Copy all files from the htdocs repository into your DocumentRoot directory or any other subdirectory and check that they can be read by your httpd server. For example, create a folder called /var/www/html/squidguardmgr
Edit the squidguardmgr.conf file into you cgi directory and check that all path are conform to your installation.
The above requires you make some adjustments to your /etc/httpd/conf/httpd.conf file.
First – ensure that scripts can run from your new /var/www/squidcgi-bin directory. To do this enter the following in the /etc/httpd/conf/httpd.conf file.
ScriptAlias /squidguardmanager/ "/var/www/squidcgi-bin/"

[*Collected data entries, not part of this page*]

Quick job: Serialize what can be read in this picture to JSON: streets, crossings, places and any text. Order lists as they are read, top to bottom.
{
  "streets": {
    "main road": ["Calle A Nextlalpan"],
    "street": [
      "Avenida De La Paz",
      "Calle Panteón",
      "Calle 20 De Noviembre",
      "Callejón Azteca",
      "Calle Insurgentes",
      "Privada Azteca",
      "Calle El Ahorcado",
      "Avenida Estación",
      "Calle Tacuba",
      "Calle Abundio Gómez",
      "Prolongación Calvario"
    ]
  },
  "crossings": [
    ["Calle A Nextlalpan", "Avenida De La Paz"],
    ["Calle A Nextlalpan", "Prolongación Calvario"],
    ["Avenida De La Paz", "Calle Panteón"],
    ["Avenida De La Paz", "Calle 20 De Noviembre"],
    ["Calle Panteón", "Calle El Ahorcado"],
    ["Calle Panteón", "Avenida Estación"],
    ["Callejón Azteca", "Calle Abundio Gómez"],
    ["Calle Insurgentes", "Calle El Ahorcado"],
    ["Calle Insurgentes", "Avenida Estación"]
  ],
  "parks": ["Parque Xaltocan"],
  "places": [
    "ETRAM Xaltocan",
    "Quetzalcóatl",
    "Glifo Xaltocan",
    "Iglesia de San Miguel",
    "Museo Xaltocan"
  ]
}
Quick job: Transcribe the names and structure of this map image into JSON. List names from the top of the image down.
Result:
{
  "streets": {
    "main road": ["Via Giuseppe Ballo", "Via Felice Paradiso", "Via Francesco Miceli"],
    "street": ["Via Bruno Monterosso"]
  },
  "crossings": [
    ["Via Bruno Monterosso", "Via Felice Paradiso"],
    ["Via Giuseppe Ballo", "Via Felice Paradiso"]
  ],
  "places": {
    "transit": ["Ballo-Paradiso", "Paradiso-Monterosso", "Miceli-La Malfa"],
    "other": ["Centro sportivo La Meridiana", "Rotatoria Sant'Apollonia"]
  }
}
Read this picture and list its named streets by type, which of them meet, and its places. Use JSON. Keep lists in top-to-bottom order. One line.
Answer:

<Directory /var/www/squidcgi-bin>
Options +ExecCGI
AddHandler cgi-script .cgi
DirectoryIndex squidguardmgr.cgi
AllowOverride none
Order allow,deny
Allow from all
</Directory>
You might will probably need to set a password on both the /var/www/html/squidguardmgr directory and the /var/www/squidcgi-bin/, otherwise users will be able to edit the squidguard files from the web interface.
Restricting access to your "squidguard manager GUI"
Edit your etc/httpd/conf/httpd.conf file and add the following line
AccessFileName .htaccess
Create the file in the folder you want to block access to and add the following content
AuthName "Put a message in here"
AuthType Basic
AuthUserFile /var/www/passwords/.htpasswd
AuthGroupFile /dev/null
require user admin
Create a file called “/var/www/passwords/.htpasswd” as per the above file. This is where the user name and password for the “admin” user mentioned above will be stored.
Create a new user called “admin” with the following command:
htpasswd -c /var/www/passwords/.htpasswd admin
Now you need to edit the /etc/httpd/conf/httpd.conf file and tell apache to require a password for the “squidguardmgr” folder as follows:
AllowOverride ALL
The above changes the default “AllowOverride none” to ALL. You can copy the htaccess file into whatever folder you want to block access to
You will need to do the same for the "squidcgi-bin" folder too as follows:
Options +ExecCGI
AddHandler cgi-script .cgi
DirectoryIndex squidguardmgr.cgi
AllowOverride ALL
Order allow,deny
Allow from all
The .htaccess file in the “squidcgi-bin” folder and the “squidguardmgr” folder needs to be exactly the same so you won't get asked for the password twice.